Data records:
□ □ □ □ □ □ □
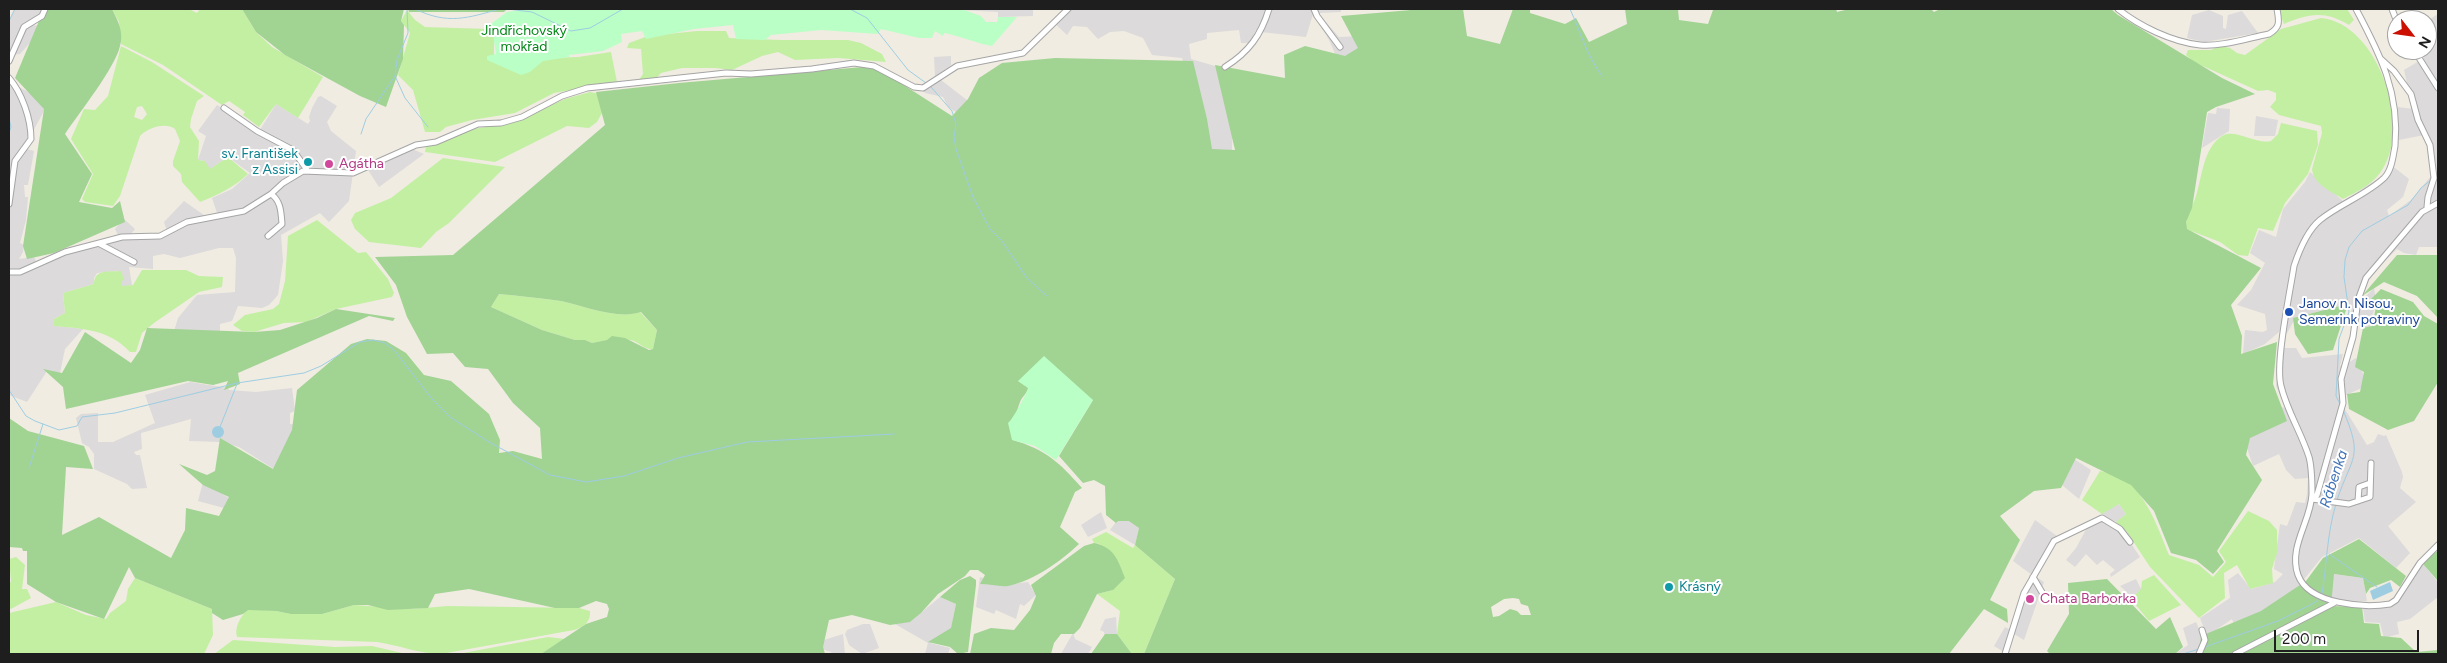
<!DOCTYPE html>
<meta charset="utf-8">
<style>
body{margin:0}
#map{position:relative;width:2447px;height:663px;overflow:hidden;background:#f0ece2;font-family:Figtree,sans-serif}
canvas{display:block}
.frame{position:absolute;inset:0;border:10px solid #1e1e1e;pointer-events:none}
.north{position:absolute;left:2387px;top:10px;width:50px;height:50px;box-sizing:border-box;background:#fff;border:1px solid #a5a5a5;border-radius:50%;rotate:120deg;font-size:14px;font-weight:700;line-height:20px;text-align:center;color:#1e1e1e}
.north::after{content:'';display:block;margin:auto;width:18px;height:22px;background:#cb0f00;clip-path:polygon(50% 0,100% 100%,50% 72%,0 100%)}
.scale{position:absolute;left:2274px;top:630px;width:145px;height:22px;box-sizing:border-box;border:2px solid #1e1e1e;border-top:0;padding-left:6px;font-size:15px;line-height:18px;white-space:nowrap;color:#1e1e1e;-webkit-text-stroke:4px #fff;paint-order:stroke}
</style>
<div id="map">
<canvas width="2447" height="663"></canvas>
<div class="frame"></div>
<div class="north">N</div>
<div class="scale">200 m</div>
</div>
<script>
const ctx = document.querySelector('canvas').getContext('2d');
ctx.lineJoin = 'round';
function fillPath(path, color) { ctx.fillStyle = color; ctx.fill(path, 'evenodd'); }
function strokePath(path, color, width, dash) { ctx.strokeStyle = color; ctx.lineWidth = width; ctx.lineCap = dash ? 'butt' : 'round'; ctx.setLineDash(dash || []); ctx.stroke(path); }
function label(font, color, halo, rows, align = 'center') {
  ctx.font = font + ' Figtree,sans-serif'; ctx.lineWidth = 4; ctx.setLineDash([]); ctx.textBaseline = 'middle'; ctx.strokeStyle = halo; ctx.fillStyle = color; for (const [text, x, y, turn = 0] of rows) {
    ctx.save(); ctx.translate(x, y); ctx.rotate((+turn || 0) * Math.PI / 180); ctx.textAlign = isNaN(turn) ? turn : align; if (halo) ctx.strokeText(text, 0, 0); ctx.fillText(text, 0, 0); ctx.restore();
  }
}
fillPath(new Path2D(`
 M14,9H43L41,14L30,25L45,26L20,54L11,55L9,74L17,86L51,104L44,111L32,133L28,135L27,149L34,151L28,185H24L25,197H28L26,220L20,243L24,245L23,252L19,259L34,257L37,263L97,243L118,235L115,229L124,219L135,229L128,238L152,239L168,235L164,222L184,201L208,218L218,216L212,198L232,189L250,173L228,157L209,170L205,161L198,160L206,136L198,131L217,105L258,133L276,104L308,124L310,121L309,117L312,108L318,97L321,96L337,106L327,122L331,131L356,151L349,201L329,222L320,213L281,235L283,261L278,295L269,305L262,308L238,306L232,321L220,324V337L174,331L178,318L197,295L235,292L236,258L233,248H219L180,258L164,254L153,256V269L129,267L132,285L128,286L122,287L118,271L97,273L94,278V284L63,293L65,313L54,319L57,326L83,329L65,349L60,373L47,371L27,402L9,395V20Z
 M1033,9V16L998,17V12L960,10Z
 M1063,9H1346L1341,10V12L1318,13L1339,37L1361,36L1359,57L1340,65L1329,40L1313,14L1306,37L1261,32L1256,30L1249,43H1241L1239,30L1207,33V39L1189,44L1191,59L1222,68L1233,108L1232,152H1204L1200,116L1182,58L1152,55L1143,38L1124,31L1110,32L1098,39L1087,27L1073,26L1067,35L1052,21Z
 M2209,10L2223,16V28L2226,29L2228,15L2242,11L2258,33L2204,42L2187,38L2192,15Z
 M2438,14V247H2419L2416,255L2404,253L2397,249L2365,280L2361,297L2366,296L2374,288L2376,302L2368,333L2364,327L2367,315L2350,325L2352,305L2350,304L2296,317L2286,335L2284,348H2296L2302,358L2343,354L2340,366H2343L2356,358L2368,385L2344,396L2343,406L2367,445L2374,442L2378,434L2384,436L2386,435L2402,472L2403,477L2400,488L2416,502L2388,526L2410,553L2396,568L2359,538L2322,557L2296,589L2236,631L2232,619L2207,636L2200,618L2230,598L2228,580L2238,573L2251,589L2275,582L2283,574L2274,569L2280,524L2287,526L2296,502L2305,503L2307,494L2308,478L2295,479L2286,470L2279,454L2253,466L2244,439L2263,404L2286,408L2276,386L2280,331L2265,344L2243,354L2245,330L2263,332L2267,330L2265,314L2237,305L2251,290L2265,263L2250,253L2259,230L2276,237L2283,209L2305,182L2310,172L2343,201L2384,175L2389,165L2395,168L2409,179L2403,197L2387,210L2389,216L2411,200L2431,176L2429,145L2424,135L2399,140L2398,107L2413,109L2404,70L2424,58L2419,50H2427V21Z
 M951,56V65L935,77L934,57Z
 M941,80L972,104L962,116L948,107L943,97L925,93L922,89Z
 M2217,108L2230,109L2229,131L2202,148L2208,113L2216,114Z
 M2256,116L2278,120L2275,136H2254Z
 M410,148L424,154L379,187L368,170Z
 M190,382L228,388L229,390L256,392L292,388L295,411L290,413V424L300,425L277,471L239,447L221,442L189,441L191,419L141,433L142,449L134,452L136,455H140L147,488L132,489L127,484L94,469V454L89,447L82,443L76,418L81,414L98,413V442H113L155,423L145,395Z
 M2074,459L2091,470L2079,499L2062,485Z
 M203,482L229,498L224,508L198,501Z
 M2119,504L2126,514L2117,522L2108,519L2101,513Z
 M1127,507L1139,528L1135,545L1110,530Z
 M1101,512L1107,528L1088,537L1081,525Z
 M2035,520L2057,536L2035,576L2044,582L2024,640L2014,634L2008,652H2004L1994,646L2005,627L2011,630L2032,575L2013,561Z
 M2098,520H2105L2126,536L2140,557L2111,577L2110,574L2115,570L2103,560L2097,565L2086,554L2075,567L2066,560L2076,548L2089,524Z
 M2423,564L2437,581L2438,597L2410,619L2397,622L2399,634L2384,638L2380,623L2365,622L2363,608L2392,606L2398,602Z
 M2333,574L2363,578L2367,601L2346,602L2331,598Z
 M980,577L1004,585L1028,582L1036,595L1024,606L1020,604L1016,619L996,610L994,614L976,607Z
 M2136,579L2142,591L2131,596L2120,586Z
 M940,597L956,604L951,629L930,643L950,648L948,654H925L928,643L895,624L911,621Z
 M1116,617L1117,635L1105,637L1104,632L1100,630L1105,619Z
 M2196,622L2203,638L2198,654H2175L2188,645L2183,628Z
 M863,624H870L879,648L862,654L849,645L845,634L847,630Z
 M1073,633L1075,639L1092,647L1088,654H1061Z
 M843,634L845,654H832L831,652L816,647L821,641Z`), '#dcdada');
fillPath(new Path2D(`
 M112,9H189L197,13L200,9H242L256,32L272,47L323,77L298,118L276,104L259,127L243,115L245,112L229,101L222,105L163,65L121,44L119,22Z
 M2278,9H2347L2354,20L2349,25C2324,10 2308,14 2284,24Z
 M407,10L415,20L425,27L489,29L494,33V58L539,62L551,58L578,57L611,52L617,82L554,93L515,113L472,120L446,127L440,132H425L413,90L398,75L410,33L401,21Z
 M2321,18C2378,23 2414,129 2380,173C2371,185 2357,192 2343,199C2332,192 2313,184 2312,169L2322,133L2321,126L2279,115L2270,107L2276,100V93L2268,90L2258,91L2194,62L2186,55L2188,50H2211L2220,46L2230,48L2237,53L2245,55L2281,29Z
 M697,31H726L729,38L781,40H848L861,43L882,54L886,62L838,58L795,60L778,52L762,56L732,70L715,68H682L661,73L655,80L638,81L643,74L641,49L627,48L629,43L648,36Z
 M121,46L152,62L204,96L197,101L191,119L190,127L199,141L198,160L205,161L210,169L228,157L248,174C234,187 218,195 200,202L182,182L181,174L173,166V161L180,141L175,129C166,122 148,127 140,136L120,196L113,206L85,202L82,199L93,174L71,139L84,109L95,110L108,96ZM142,106L147,114L142,120L134,117L137,107Z
 M590,92L599,94L603,111L597,122L589,128L567,126L495,162L425,152L426,146L461,131L498,125L530,115L565,99Z
 M2281,123L2317,131L2318,145L2308,174L2285,203L2273,231L2258,228L2248,256L2238,255L2220,242L2186,229C2184,219 2193,206 2196,196C2202,178 2203,148 2222,136C2235,128 2256,145 2271,141L2278,134Z
 M443,158L505,167L449,223L436,232L421,248L369,242L355,229L351,220L355,213L391,198Z
 M317,220L358,253L366,252L388,279L394,293L392,297L336,309L306,322L284,323L254,332L242,331L233,325L245,315L273,309L279,304L285,281L288,236Z
 M142,270H186L199,276L223,277L222,287L199,292L154,323L142,333L136,352H130C109,329 83,329 54,326V319L65,313L63,293L94,284C94,269 109,272 121,271L124,279L122,281V286L133,285Z
 M499,294C520,296 540,298 561,301C585,306 617,320 640,312L657,330L653,349C645,350 641,344 634,341C622,337 604,341 592,343L585,340H575L542,330L491,307Z
 M2100,471C2108,473 2119,475 2126,480C2149,500 2158,528 2169,555L2199,565L2213,577L2226,562L2219,551L2248,511L2269,521L2277,530V553L2272,569L2273,583L2250,589L2237,565L2224,573L2225,598L2199,618L2150,567L2127,532L2116,522L2126,514L2119,504L2102,514L2082,500Z
 M1106,532L1133,548L1135,545L1175,579L1144,654H1132L1117,634L1120,611L1097,594L1113,590L1100,544L1094,543L1092,539Z
 M16,557L25,565L22,589H27L31,598L11,609L9,608V582H11L9,559Z
 M2154,575L2181,605L2149,621L2135,604L2133,597L2141,589L2142,581Z
 M135,578L212,609L213,635L204,654H9V613L56,602L86,615L106,619L110,613L126,601L128,589Z
 M354,605L412,609L448,606L579,608L590,611C591,622 584,627 574,630L441,654C419,654 399,645 377,642L237,637C234,627 241,616 248,609L276,611L291,614H322Z
 M548,637L565,639L541,654H458Z
 M233,640L335,647L372,646L406,654H214Z`), '#c3efa3');
fillPath(new Path2D(`
 M44,9H112C118,21 124,32 120,46C115,68 79,113 65,134L92,174L79,202L112,208L120,201L125,222L54,253L27,259L23,246L44,109L15,78Z
 M242,9H404L401,21L404,25L403,59L386,107L360,96L285,55L256,32Z
 M408,9H507L504,12H409Z
 M1423,9H1463L1467,36L1500,44L1513,9H1530V13L1565,24L1576,18L1589,42L1627,24L1625,9H1678L1679,20L1708,24L1713,10L1719,9H1836L1837,12L1849,9H1931L1934,12L1940,9H2111L2118,15L2222,78L2255,94L2216,107L2207,112L2192,208L2186,222L2187,229L2261,268L2231,305L2242,336L2241,354L2277,342L2273,384L2287,421L2250,438L2246,455L2262,480L2217,551L2224,562L2213,574L2196,560L2171,553L2154,511L2131,485L2076,458L2061,488L2034,491L2000,516L2020,540L1990,600L2007,609L2008,623L1984,609L1949,654H1144L1175,579L1135,545L1139,528L1129,521H1118L1116,523L1106,515L1105,486L1094,480L1083,483L1059,456L1093,400L1018,381L1029,388C1026,394 1022,397 1020,402C1015,415 1014,427 1013,440C1046,450 1059,462 1082,488L1075,492L1060,527L1079,544C1060,562 1035,580 1008,586C1000,587 989,584 980,584L985,575L978,570H970L965,576L938,594L921,613L910,622L890,625L852,615L829,620L823,647L825,654H541L586,624L607,617L609,609L607,604L596,601L579,608H555L469,589L435,594L428,608L388,610L368,605H354L322,614H291L276,611L248,610L243,614L223,620L212,613V609L135,578L129,567L104,619L56,602L27,584V551H23L22,548L9,547V418L28,431L84,446L93,469L66,467L62,535L99,517L171,558L185,530L186,508L219,516L229,497L203,485L179,464L207,475L215,471L220,438L273,469L292,430L297,390L351,344L367,339L386,341L406,353L424,375L451,381L489,414L500,440L499,453L513,451L542,459L540,428L513,403L488,369L465,367L453,353L427,354L407,317L396,285L375,257L453,255L605,125L596,92L679,83L874,66L952,116L968,99L979,78L1002,63L1055,58L1193,61L1207,119L1212,149L1235,150L1215,65L1285,78L1284,55L1305,46L1345,56L1358,48L1341,16ZM499,294C520,296 541,298 561,301C585,306 617,320 641,312L657,330L653,349L649,350L625,338L612,336L607,340L592,343L585,340H575L542,330L491,307ZM1513,598L1519,599L1521,604L1528,606L1531,615H1521L1517,611L1510,609L1499,616L1493,617L1491,607L1504,599Z
 M2397,255H2438V318L2417,296L2384,282L2362,296Z
 M2381,289L2413,302L2424,316L2438,324V382L2414,421L2388,430L2349,409L2347,394L2360,392L2364,372L2355,367L2363,328L2372,326L2376,307L2368,302Z
 M2348,304L2333,350L2308,354L2295,334L2293,318Z
 M336,309L395,318L393,321L369,316L238,373L240,384L224,390L228,381L213,385L188,381L66,409L63,387L43,369L62,373L85,332L131,363L140,350L147,328L254,332L280,330L317,318Z
 M2359,539L2406,576L2400,587L2391,580L2370,588L2366,594L2363,578L2334,574L2331,606L2362,607L2364,623L2379,624L2381,636L2401,638L2416,652L2438,650V654H2199L2201,636L2261,611L2306,581L2323,558Z
 M1094,543C1114,547 1118,560 1125,578L1113,590L1097,594L1080,628L1074,634H1061L1054,643L1051,654H970L974,634L991,628L1014,630L1030,610L1036,596L1031,585L1084,546Z
 M2438,551V581L2423,564L2429,556Z
 M970,576L976,580V585L968,652L958,654L950,647L928,642L951,628L956,604L940,597L960,580Z
 M2107,579L2156,629L2170,617L2183,647L2175,654H2050L2047,651L2069,614L2068,583Z
 M1105,634H1117L1132,654H1091Z`), '#a1d393');
fillPath(new Path2D(`
 M529,9H961L981,16L986,22H997L998,17H1017L992,46C975,43 961,36 944,33L943,36L935,31L932,38H919L881,29L878,34L821,30L771,35L765,40L736,39L733,25L694,29L646,39L642,31L621,34L622,42L603,51L569,55V57L543,61L530,72L521,75L487,60V56L496,54L493,34L488,26L507,12Z
 M1044,356L1093,400L1056,460L1035,446L1012,440L1008,423C1013,419 1026,395 1028,388L1018,381Z`), '#baffc5');
fillPath(new Path2D(`
 M212 432a6 6 0 1 1 12 0a6 6 0 1 1-12 0Z
 M2390,582L2393,591L2373,600L2370,591Z`), '#9ecde2');
strokePath(new Path2D(`
 M407,9L408,33L397,60L395,76L405,98L428,127
 M415,9C448,25 467,18 500,9
 M507,9L532,12L571,31L590,28L623,9
 M850,9L867,18L908,70L926,83
 M1570,9C1581,33 1586,54 1602,76
 M9,21L15,9
 M931,87L952,111L956,124L954,137L956,149L973,197L990,229L1002,241L1027,278L1047,296
 M9,118L11,127L9,133
 M361,134L366,119L395,76
 M9,390L26,416L35,421L59,430L77,426L82,417L115,413L237,383L304,373L321,366L360,342L373,340L385,343L395,351L432,399L450,417L489,442L550,475L586,482L624,476L678,458L747,442L894,434
 M2340,404L2336,396L2339,339L2349,312L2344,277L2345,260L2349,247L2362,231L2408,205L2421,188L2431,180
 M220,427L237,384
 M29,468L43,424
 M2337,500C2352,455 2364,459 2343,410
 M2329,554L2377,587
 M2322,594C2327,563 2327,533 2336,504
 M2205,647L2278,621L2316,602L2320,597
 M2183,654L2199,649`), '#9ecde2', 1);
const minor = new Path2D(`
 M1314,9L1317,16L1340,47
 M2118,9C2139,26 2172,42 2200,45C2221,47 2248,38 2269,34C2281,27 2279,21 2277,9
 M2356,9C2380,54 2400,93 2395,146C2393,156 2392,170 2384,178C2366,195 2340,204 2320,220C2308,230 2299,251 2294,266C2290,292 2275,363 2281,386C2287,411 2301,432 2309,457C2312,468 2312,483 2312,494C2311,521 2288,547 2298,575C2309,605 2365,608 2390,604L2396,600L2420,563L2438,545
 M2392,9L2397,22
 M2414,50L2438,88
 M2381,59L2394,71L2411,94L2418,120L2430,145L2434,178L2428,197L2427,207
 M9,61L24,27L42,16L45,9
 M1225,67C1249,52 1261,35 1269,9
 M9,78C22,93 31,119 31,139L15,161L9,204
 M224,108L257,131L293,150L307,170
 M271,194L283,183L303,171L353,173L416,145L436,142L478,124L501,123L522,117L562,96L587,88L726,73L751,74L812,69L854,63L874,66L914,87L923,88L957,66L1023,53L1068,9
 M100,244L134,262
 M9,272H20L65,252L122,237L160,236L187,222L244,211L271,194C281,201 281,212 282,224L268,236
 M2312,499L2317,495L2343,403L2341,379L2353,337L2358,300L2366,278L2422,212L2438,203
 M2312,499L2349,504L2370,497L2371,463
 M2358,501L2359,487L2370,483
 M2033,577L2046,599
 M2005,654L2024,593L2054,541L2102,518L2120,529L2130,542
 M2199,654L2205,640L2202,630
 M2235,654L2334,603`);
strokePath(minor, '#a5a5a5', 7);
strokePath(minor, '#fff', 5);
for (const [x, y, r, color] of [
 [308,162,5,"#0f9aa8"],
 [329,164,5,"#d1479c"],
 [2289,312,5,"#1a4fb4"],
 [1669,587,5,"#0f9aa8"],
 [2030,599,5,"#d1479c"]
]) { const dot = new Path2D(); dot.arc(x, y, r, 0, 2 * Math.PI); ctx.fillStyle = color; ctx.fill(dot); strokePath(dot, '#fff', 2); }
label('14px', '#018616', '#fff', [
 ["Jindřichovský",524,31],
 ["mokřad",524,47]
]);
label('14px', '#0d838f', '#fff', [
 ["sv. František",298,154],
 ["z Assisi",298,170],
 ["Krásný",1679,587,"left"]
], 'right');
label('14px', '#b23c85', '#fff', [
 ["Agátha",339,164],
 ["Chata Barborka",2040,599]
], 'left');
label('14px', '#164399', '#fff', [
 ["Janov n. Nisou,",2299,304],
 ["Semerink potraviny",2299,320]
], 'left');
label('italic 15px', '#4173b6', '#fff', [
 ["Rábenka",2334,479,-72]
]);
</script>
□ □ □ □ □ □ □
WHAT YOU ARE ASKED TO DO: Search the data for "frame" and list every line in which it occurs.

SOLUTION BELOW:
.frame{position:absolute;inset:0;border:10px solid #1e1e1e;pointer-events:none}
<div class="frame"></div>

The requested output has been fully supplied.